All the passengers were safe, but one woman had a light stab wound and one police officer was kicked during the raid. Five people were taken to the hospital, according to Japanese TV.
The raid capped a nearly 16-hour ordeal that began when the All Nippon Airways flight was hijacked just before noon Wednesday on a flight from Tokyo to the northern city of Hakodate by a man brandishing an ice pick-like weapon that turned out to be a sharpened screwdriver.
NHK public television and Kyodo News Service identified the hijacker as a 53-year-old bank employee. Kyodo said he claimed to be named Fumio Kujimi. Police would not confirm the reports. The hijacker registered for the flight under a different name.
Immediately after the raid, ambulances with flashing lights converged on the plane. Passengers, looking drawn and tired, filed down steps and onto waiting buses.
Some police were wearing chemical-protection gear, while others carried riot shields. One contingent, in plainclothes, advanced quietly and opened a gate behind the plane just before the larger force moved in.
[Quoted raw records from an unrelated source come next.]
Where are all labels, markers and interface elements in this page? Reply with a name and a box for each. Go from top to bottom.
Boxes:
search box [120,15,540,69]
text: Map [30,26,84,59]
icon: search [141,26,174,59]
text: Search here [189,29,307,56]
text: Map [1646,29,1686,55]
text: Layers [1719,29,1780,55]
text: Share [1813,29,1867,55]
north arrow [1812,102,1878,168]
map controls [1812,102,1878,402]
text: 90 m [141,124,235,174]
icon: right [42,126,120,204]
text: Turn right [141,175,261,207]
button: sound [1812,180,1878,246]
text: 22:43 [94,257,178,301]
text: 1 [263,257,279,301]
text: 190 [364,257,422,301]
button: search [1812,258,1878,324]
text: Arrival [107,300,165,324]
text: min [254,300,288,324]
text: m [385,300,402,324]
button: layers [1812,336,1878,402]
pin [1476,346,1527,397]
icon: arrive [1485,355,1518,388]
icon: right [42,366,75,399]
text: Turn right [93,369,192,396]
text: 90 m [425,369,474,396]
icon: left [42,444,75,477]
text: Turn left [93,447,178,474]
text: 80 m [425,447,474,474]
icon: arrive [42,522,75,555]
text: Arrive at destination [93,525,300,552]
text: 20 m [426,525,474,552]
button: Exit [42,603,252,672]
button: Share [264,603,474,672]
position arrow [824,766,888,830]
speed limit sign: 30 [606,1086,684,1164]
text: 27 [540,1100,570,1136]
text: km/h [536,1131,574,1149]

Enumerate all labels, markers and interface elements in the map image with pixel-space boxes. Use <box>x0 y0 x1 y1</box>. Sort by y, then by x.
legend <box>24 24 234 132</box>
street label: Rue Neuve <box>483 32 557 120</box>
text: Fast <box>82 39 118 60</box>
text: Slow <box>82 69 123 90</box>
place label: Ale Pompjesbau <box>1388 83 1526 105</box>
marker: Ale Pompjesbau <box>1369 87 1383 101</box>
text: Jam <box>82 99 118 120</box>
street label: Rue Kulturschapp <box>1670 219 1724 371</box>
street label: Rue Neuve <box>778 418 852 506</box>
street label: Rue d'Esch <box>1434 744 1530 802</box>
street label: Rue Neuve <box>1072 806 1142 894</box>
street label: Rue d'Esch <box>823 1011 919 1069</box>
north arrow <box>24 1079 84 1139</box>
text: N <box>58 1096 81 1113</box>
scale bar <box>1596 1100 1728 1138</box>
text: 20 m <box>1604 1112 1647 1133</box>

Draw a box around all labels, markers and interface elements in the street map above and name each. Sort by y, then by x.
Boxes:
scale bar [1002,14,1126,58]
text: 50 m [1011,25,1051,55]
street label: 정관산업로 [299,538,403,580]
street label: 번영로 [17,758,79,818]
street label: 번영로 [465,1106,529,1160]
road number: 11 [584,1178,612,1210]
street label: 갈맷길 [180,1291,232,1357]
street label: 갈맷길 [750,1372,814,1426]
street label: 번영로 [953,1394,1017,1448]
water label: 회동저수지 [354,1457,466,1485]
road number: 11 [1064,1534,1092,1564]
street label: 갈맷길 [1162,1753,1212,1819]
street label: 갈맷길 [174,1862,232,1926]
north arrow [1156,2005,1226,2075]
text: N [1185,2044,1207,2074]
Anxious relatives had kept a vigil at the airport in this seaside town, 425 miles north of Tokyo, as the blueand-white Boeing 747 sat on the runway.
Japanese across the nation were glued to their television sets to watch the drama unfold. Television stations went to nonstop live coverage.
Captives making fugitive calls on mobile phones told of blindfolded passengers’ growing hunger, thirst and fear as the hours passed.
Airport officials said conditions on the plane worsened by the hour. With The airline said its crew relayed word by a closed radio channel that the hijacker was an apparent member of the cult accused in the Tokyo subway attack, and that he demanded the release of jailed guru Shoko Asahara, charged with murder in the subway attack.
In messages relayed via the pilot, the hijacker warned officials against storming the plane, and demanded binoculars to monitor their movements.